Frederick II, Salimbene di Adam recorded, carried out a deprivation language experiment. Young infants, he decreed, would be raised without human interaction. That way, he thought, he could determine if there was an innate natural language that would emerge in them once their voices matured. Frederick was seeking to discover, Salimbene said, what language would have been imparted unto Adam and Eve by God.
Salimbene di Adam wrote that Frederick encouraged “foster-mothers and nurses to suckle and bathe and wash the children, but in no ways to prattle or speak with them; for he would have learnt whether they would speak the Hebrew language (which had been the first), or Greek or Latin, or Arabic, or perchance the tongue of their parents of whom they had been born. But he labored in vain, for the children could not live without clapping of the hands, and gestures, and gladness of countenance, and blandishments.”
And so, all the children died. The point made by such a cruel experiment may not have suited Frederick II, but it, and so much of contemporary social psychological research, has much to say to us. First, communication is part of the life force that drives us, shapes us, brings us to fullness of life. But, second, perhaps just as important, the way we communicate will determine the quality of our own lives as well as of the lives of those we touch.
But I didn’t really need academic studies to prove the truth of these points. I have traveled a great deal in a world where international contact and “citizen diplomacy” have become standard. And I have learned the hard way that language is the key to all of it. The night I was stranded in the mountains of Italy and minutes away from the last bus back to the city was excruciating. I had no way to call a cab, no way to ask for help, no way to find lodging in the dark. Why? Because I ha
d no way to make my needs clear.
Or the day in Egypt that I could not find my way out of the bazaar and back to our cab because I could not read the Arabic street signs, or storefronts either for that matter, let alone read a phone book to make a call.

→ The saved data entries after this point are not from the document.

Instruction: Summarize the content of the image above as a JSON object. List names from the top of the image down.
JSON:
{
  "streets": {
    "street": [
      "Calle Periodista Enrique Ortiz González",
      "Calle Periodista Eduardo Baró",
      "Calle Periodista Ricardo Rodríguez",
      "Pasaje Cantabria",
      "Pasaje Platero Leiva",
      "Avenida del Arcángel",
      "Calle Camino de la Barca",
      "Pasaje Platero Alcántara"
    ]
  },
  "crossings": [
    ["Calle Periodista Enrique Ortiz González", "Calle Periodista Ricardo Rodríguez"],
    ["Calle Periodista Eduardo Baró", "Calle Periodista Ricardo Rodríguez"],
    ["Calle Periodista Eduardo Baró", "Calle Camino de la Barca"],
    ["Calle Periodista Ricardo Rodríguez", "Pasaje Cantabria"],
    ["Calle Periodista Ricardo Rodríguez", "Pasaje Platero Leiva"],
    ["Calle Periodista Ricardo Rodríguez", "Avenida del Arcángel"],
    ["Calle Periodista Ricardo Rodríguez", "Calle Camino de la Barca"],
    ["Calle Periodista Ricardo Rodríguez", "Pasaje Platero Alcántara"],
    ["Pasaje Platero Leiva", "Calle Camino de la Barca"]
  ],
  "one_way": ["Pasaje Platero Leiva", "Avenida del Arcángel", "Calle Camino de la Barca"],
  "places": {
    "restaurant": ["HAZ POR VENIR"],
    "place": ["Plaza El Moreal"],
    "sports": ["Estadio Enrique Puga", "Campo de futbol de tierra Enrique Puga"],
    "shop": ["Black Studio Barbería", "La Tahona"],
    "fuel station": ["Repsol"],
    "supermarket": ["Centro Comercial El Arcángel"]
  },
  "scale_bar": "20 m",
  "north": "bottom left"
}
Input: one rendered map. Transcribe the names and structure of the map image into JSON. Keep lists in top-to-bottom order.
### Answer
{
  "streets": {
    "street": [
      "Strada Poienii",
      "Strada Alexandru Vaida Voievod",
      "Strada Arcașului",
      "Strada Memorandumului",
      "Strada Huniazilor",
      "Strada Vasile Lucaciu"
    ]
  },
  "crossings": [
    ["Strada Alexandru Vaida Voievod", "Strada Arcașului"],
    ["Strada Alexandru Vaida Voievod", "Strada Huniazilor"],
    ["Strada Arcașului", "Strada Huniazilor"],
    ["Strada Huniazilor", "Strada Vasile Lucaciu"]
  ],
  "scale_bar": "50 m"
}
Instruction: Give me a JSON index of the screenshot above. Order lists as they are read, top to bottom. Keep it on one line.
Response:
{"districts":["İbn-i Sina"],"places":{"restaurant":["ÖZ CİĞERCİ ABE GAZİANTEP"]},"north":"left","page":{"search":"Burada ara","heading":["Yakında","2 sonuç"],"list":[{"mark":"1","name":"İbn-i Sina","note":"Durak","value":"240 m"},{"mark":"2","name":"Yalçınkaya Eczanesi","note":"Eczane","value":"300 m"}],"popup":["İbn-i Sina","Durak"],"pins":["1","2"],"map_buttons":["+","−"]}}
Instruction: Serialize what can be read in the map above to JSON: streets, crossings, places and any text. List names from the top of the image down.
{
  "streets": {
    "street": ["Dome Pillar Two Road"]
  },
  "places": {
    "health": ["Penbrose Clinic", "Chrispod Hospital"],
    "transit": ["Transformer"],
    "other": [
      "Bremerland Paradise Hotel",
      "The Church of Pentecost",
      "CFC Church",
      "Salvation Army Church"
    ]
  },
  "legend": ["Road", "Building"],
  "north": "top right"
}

Or the day that the train we were on went on strike and left us on the siding, too late to catch our train to Switzerland and no way to get reservations for the night.
The examples are endless. I can still feel the fear of it all, even in the attempt to tell the stories. We are a people of mixed tongues trying together to build a better world. And what can substitute for the languages we do not have?
Never has understanding been more significant than in our own time. The globe is a chattering, blathering polyphony of languages now. A veritable Tower of Babel. Each of us speaking our own language, often at cross-purposes with the language next to us.
What we say and the way we say it now has the power to destroy the entire world. The very thought of it brought me to a great pause in life. For the first time, I stood in actual awe of a document, sacred in its wisdom, holy in its intent, that can speak to us from the sixth century with such clarity, such simplicity, such overarching wisdom. The eleventh step of humility is as pertinent as this morning’s news.
I began to see as never before that, at base, life is about language. Our own, first, must be gentle, reasonable, brief, and modest. Humble. We are not the ruling center of the world. Most of all, we must learn to listen. Then, we must learn to speak with all the needs of the world in mind. And wherever we are, in whatever family, church, city, society, country, we must take the first step toward a loving, peaceful world by speaking there as we would want the entire world to talk to one another.
We must begin to free the world from this perpetual war of words by freeing ourselves from the acrimony our own words can bring.